Re: [PATCH v3 4/5] mm/page_alloc: Move initialization of node and zones to an own function

From: Michal Hocko
Date: Thu Jul 26 2018 - 04:12:07 EST


On Thu 26-07-18 00:01:43, osalvador@xxxxxxxxxxxxxxxxxx wrote:
> From: Oscar Salvador <osalvador@xxxxxxx>
>
> Currently, whenever a new node is created/re-used from the memhotplug path,
> we call free_area_init_node()->free_area_init_core().
> But there is some code that we do not really need to run when we are coming
> from such path.
>
> free_area_init_core() performs the following actions:
>
> 1) Initializes pgdat internals, such as spinlock, waitqueues and more.
> 2) Account # nr_all_pages and nr_kernel_pages. These values are used later on
> when creating hash tables.
> 3) Account number of managed_pages per zone, substracting dma_reserved and memmap pages.
> 4) Initializes some fields of the zone structure data
> 5) Calls init_currently_empty_zone to initialize all the freelists
> 6) Calls memmap_init to initialize all pages belonging to certain zone
>
> When called from memhotplug path, free_area_init_core() only performs actions #1 and #4.
>
> Action #2 is pointless as the zones do not have any pages since either the node was freed,
> or we are re-using it, eitherway all zones belonging to this node should have 0 pages.
> For the same reason, action #3 results always in manages_pages being 0.
>
> Action #5 and #6 are performed later on when onlining the pages:
> online_pages()->move_pfn_range_to_zone()->init_currently_empty_zone()
> online_pages()->move_pfn_range_to_zone()->memmap_init_zone()
>
> This patch moves the node/zone initializtion to their own function, so it allows us
> to create a small version of free_area_init_core(next patch), where we only perform:
>
> 1) Initialization of pgdat internals, such as spinlock, waitqueues and more
> 4) Initialization of some fields of the zone structure data
>
> This patch only introduces these two functions.

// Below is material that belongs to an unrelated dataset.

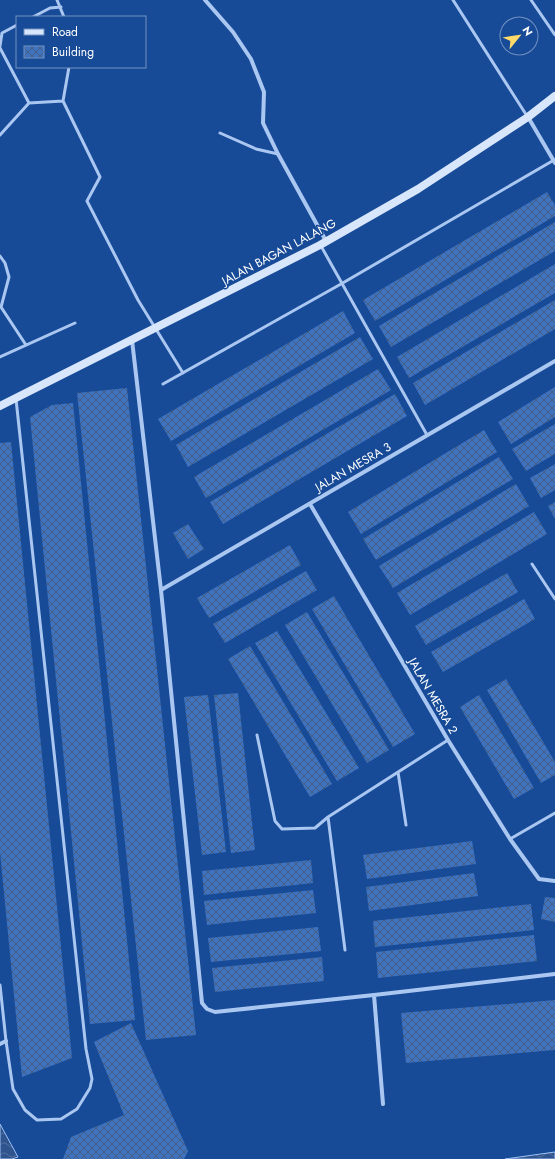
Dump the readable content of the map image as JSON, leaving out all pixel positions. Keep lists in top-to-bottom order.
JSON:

OK, this looks definitely better. I will have to check that all the
required state is initialized properly. Considering the above
explanation I would simply fold the follow up patch into this one. It is
not so large it would get hard to review and you would make it clear why
the work is done.

> +/*
> + * Set up the zone data structures:
> + * - mark all pages reserved
> + * - mark all memory queues empty
> + * - clear the memory bitmaps
> + *
> + * NOTE: pgdat should get zeroed by caller.
> + * NOTE: this function is only called during early init.
> + */
> +static void __paginginit free_area_init_core(struct pglist_data *pgdat)

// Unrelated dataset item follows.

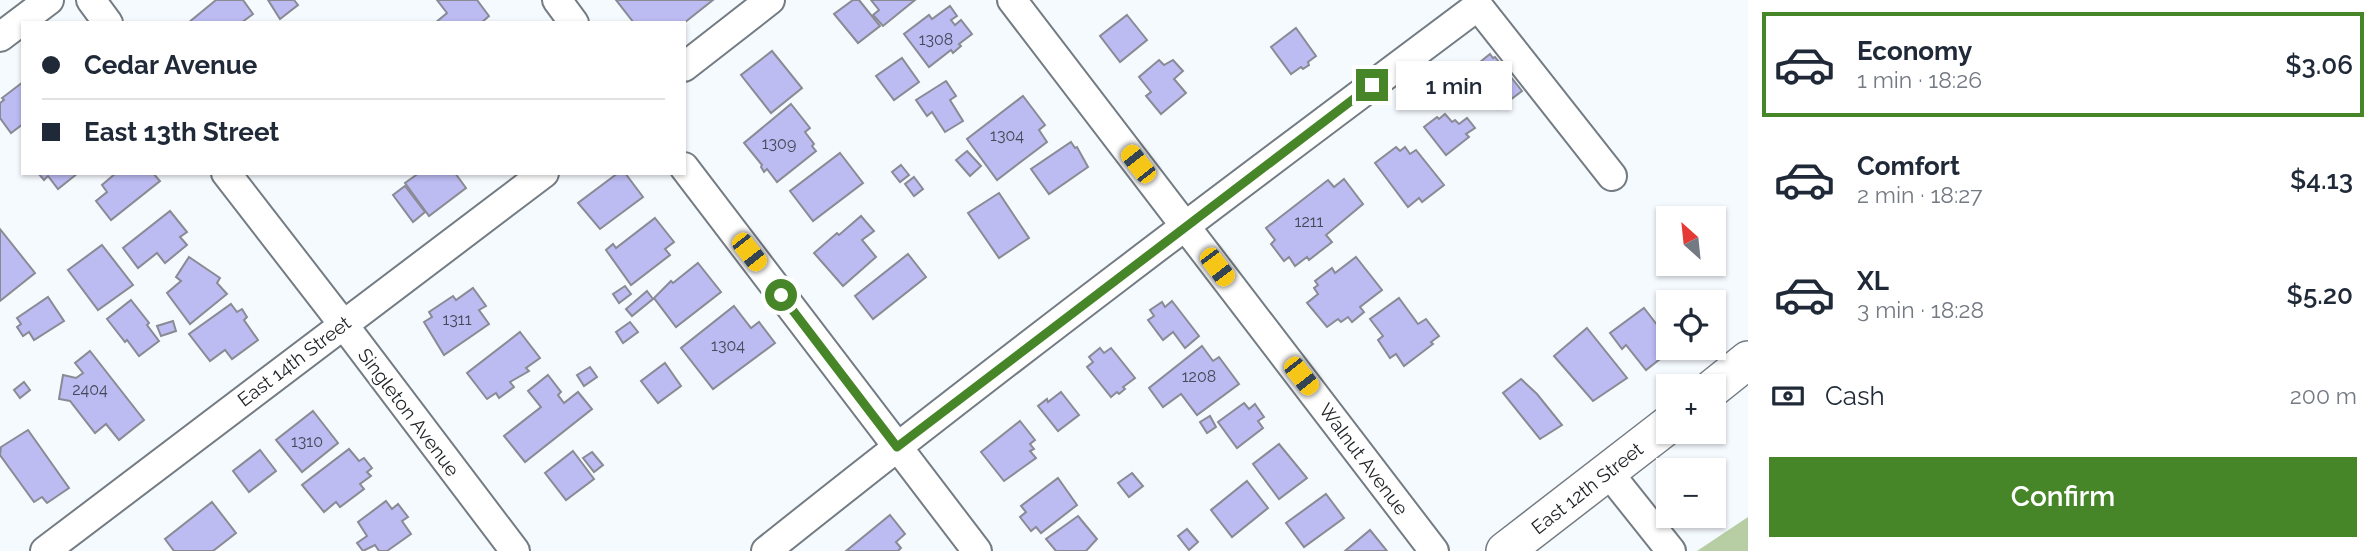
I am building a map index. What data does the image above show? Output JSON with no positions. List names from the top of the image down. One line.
{"streets":{"street":["East 14th Street","Singleton Avenue","Walnut Avenue","East 12th Street"]},"crossings":[["East 14th Street","Singleton Avenue"]],"house_numbers":["1308","1304","1309","1211","1311","1304","1208","2404","1310"],"north":"top left","page":{"list":[{"name":"Economy","note":"1 min · 18:26","value":"$3.06"},{"name":"Comfort","note":"2 min · 18:27","value":"$4.13"},{"name":"XL","note":"3 min · 18:28","value":"$5.20"}],"banner":["Cedar Avenue","East 13th Street"],"bubble":"1 min","map_buttons":["+","−"],"pay":["Cash","200 m"],"buttons":"Confirm"}}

now that this function is called only from the early init code we can
make it s@__paginginit@__init@ AFAICS.

> +{
> + enum zone_type j;
> + int nid = pgdat->node_id;
>
> + pgdat_init_internals(pgdat);
> pgdat->per_cpu_nodestats = &boot_nodestats;
>
> for (j = 0; j < MAX_NR_ZONES; j++) {
> @@ -6310,13 +6326,7 @@ static void __paginginit free_area_init_core(struct pglist_data *pgdat)
> * when the bootmem allocator frees pages into the buddy system.
> * And all highmem pages will be managed by the buddy system.
> */
> - zone->managed_pages = freesize;
> - zone_set_nid(zone, nid);
> - zone->name = zone_names[j];
> - zone->zone_pgdat = pgdat;
> - spin_lock_init(&zone->lock);
> - zone_seqlock_init(zone);
> - zone_pcp_init(zone);
> + zone_init_internals(zone, j, nid, freesize);
>
> if (!size)
> continue;
> --
> 2.13.6
>

--
Michal Hocko
SUSE Labs